Assessment Year : 2013-14
Brief Facts of the Case:
The assessee was a private sector bank. The Assessing Officer (AO) TDS noticed that it had not deducted TDS on interest paid to its customers on their fixed deposits. The bank submitted that the reason attributable to non-deduction of tax at source was the submission of Form 15G/15H by the customers.
However, the AO noted that the aforesaid Form15G/15H were not submitted to the jurisdictional CIT as required. Accordingly, the AO has held the assessee to be in default for non-deduction of tax at source and raised demand.
Contention of the Appellant Assessee:
It was submitted that the Commissioner of Income Tax (Appeals) had not appreciated that the Branch had obtained Form 15H/15G in all the cases and non submission of Form 15G/15H to the jurisdictional CIT was only a technical breach and as such the appellant could not be construed as an assessee in default.
Without prejudice to the above, it was also contended that the appellant bank could not be held as an assessee in default without proving that the recipient of the income had not paid the tax.
Also, the bank relied on various judicial pronouncements in which it had been repeatedly held that if there is any irregularity in submission of Form 15G/15H, the same may be regularised by re-examining the veracity of the Forms and if the Forms are proper and TDS was not deducted on account receipt of the said Forms, no order u/s. 201(1) & 201(1A) can be passed.
Observations made by the Tribunal:
It was found that though assessee bank had furnished Form 15G/15H before the CIT(Appeals), but the CIT(Appeals) did not examined the veracity of the same. He outrightly rejected the contention of the assessee and confirmed the order of AO, having observed that the Forms 15G/15H were not properly filed before the AO and the jurisdictional CIT.
The Tribunal also examined the judgments referred to by the assessee and found that it had been repeatedly held that wherever there is any irregularity in the submission of Forms for non-deduction of tax at source, the assessee cannot be held to be in default. Rather the AO should verify the correctness of the Forms and if the Forms are found to be correct, the assessee cannot be held to be in default and no demand can be raised u/s. 201(1) & 201(1A) of the Act.
It was noted that undisputedly the assessee had submitted the Forms 15G/15H before the AO, but it was not considered on account of its non-submission in time before the jurisdictional CIT and the AO passed an order u/s. 201(1) & 201(1A) of the Act raising a demand therein.

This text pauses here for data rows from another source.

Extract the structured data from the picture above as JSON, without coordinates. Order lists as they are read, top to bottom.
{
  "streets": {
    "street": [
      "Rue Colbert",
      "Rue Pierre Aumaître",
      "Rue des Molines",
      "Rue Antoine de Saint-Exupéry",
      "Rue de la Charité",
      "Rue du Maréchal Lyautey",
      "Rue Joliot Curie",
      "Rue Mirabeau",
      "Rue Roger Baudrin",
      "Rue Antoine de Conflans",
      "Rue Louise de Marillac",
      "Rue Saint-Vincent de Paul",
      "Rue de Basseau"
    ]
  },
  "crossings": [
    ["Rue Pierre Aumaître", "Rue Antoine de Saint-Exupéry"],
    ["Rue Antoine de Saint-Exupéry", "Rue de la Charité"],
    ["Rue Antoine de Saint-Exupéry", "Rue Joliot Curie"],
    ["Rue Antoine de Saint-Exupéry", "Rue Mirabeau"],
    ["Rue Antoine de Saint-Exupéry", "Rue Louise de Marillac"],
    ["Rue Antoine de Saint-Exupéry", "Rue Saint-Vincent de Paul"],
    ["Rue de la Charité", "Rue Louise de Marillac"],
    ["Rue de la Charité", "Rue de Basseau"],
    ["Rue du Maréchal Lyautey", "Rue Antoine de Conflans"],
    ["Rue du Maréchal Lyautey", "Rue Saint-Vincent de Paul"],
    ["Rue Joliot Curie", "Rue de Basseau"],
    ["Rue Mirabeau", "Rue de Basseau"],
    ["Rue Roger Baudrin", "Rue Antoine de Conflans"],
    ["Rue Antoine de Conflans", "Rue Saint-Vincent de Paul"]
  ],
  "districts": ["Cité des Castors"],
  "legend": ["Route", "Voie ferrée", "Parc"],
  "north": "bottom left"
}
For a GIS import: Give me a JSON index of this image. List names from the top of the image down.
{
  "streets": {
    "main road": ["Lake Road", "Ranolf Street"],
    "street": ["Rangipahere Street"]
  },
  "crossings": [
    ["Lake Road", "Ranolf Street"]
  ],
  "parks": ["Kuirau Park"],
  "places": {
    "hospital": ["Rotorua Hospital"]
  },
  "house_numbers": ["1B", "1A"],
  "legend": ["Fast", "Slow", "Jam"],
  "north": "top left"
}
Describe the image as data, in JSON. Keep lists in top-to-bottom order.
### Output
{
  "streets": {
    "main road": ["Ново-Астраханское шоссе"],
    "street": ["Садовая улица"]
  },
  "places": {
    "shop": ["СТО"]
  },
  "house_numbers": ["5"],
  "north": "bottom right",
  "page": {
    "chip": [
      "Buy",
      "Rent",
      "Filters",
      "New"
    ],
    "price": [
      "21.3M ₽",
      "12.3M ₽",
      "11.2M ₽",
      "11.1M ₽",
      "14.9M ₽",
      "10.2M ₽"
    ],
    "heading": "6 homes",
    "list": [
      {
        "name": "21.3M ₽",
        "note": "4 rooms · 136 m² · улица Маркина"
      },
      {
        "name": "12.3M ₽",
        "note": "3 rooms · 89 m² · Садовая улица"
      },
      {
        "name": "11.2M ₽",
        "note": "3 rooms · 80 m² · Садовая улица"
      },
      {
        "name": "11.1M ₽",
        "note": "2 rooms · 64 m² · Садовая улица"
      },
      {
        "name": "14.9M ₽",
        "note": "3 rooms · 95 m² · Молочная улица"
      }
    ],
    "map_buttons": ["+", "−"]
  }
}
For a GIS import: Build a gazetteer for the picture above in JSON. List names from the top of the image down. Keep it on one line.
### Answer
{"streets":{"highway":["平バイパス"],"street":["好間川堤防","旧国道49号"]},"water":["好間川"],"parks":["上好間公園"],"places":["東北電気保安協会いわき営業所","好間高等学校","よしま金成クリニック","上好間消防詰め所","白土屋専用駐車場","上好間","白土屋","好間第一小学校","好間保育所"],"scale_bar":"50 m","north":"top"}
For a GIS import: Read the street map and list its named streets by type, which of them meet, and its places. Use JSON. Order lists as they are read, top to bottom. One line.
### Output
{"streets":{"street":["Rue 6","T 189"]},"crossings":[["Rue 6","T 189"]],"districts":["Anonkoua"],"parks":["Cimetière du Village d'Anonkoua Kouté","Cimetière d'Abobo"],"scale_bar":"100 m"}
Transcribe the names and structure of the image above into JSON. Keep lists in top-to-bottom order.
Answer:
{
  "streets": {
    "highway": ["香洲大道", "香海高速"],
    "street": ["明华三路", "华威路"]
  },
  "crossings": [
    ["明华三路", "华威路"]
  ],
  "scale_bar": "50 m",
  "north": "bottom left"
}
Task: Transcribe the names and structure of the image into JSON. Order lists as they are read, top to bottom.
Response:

The assessee again filed the said Forms before the CIT(Appeals), but he did not take cognizance of the same and confirmed the order of AO. Since the assessee has filed the Forms 15G/15H on account of which TDS was not deducted, the lower authorities should have examined the same.
The ITAT opined that since the assessee had already filed the Forms 15G/15H before the lower authorities, the said Forms be examined by the AO and if the said Forms were found to be correct on verification, the assessee could not be held to be in default and no demand should be raised u/s 201(1) & 201(1A) of the Act. Otherwise, the AO may act in accordance with the law.
The order of CIT(Appeals) was set aside and the matter was restored to the file of Assessing Officer to readjudicate the issue afresh.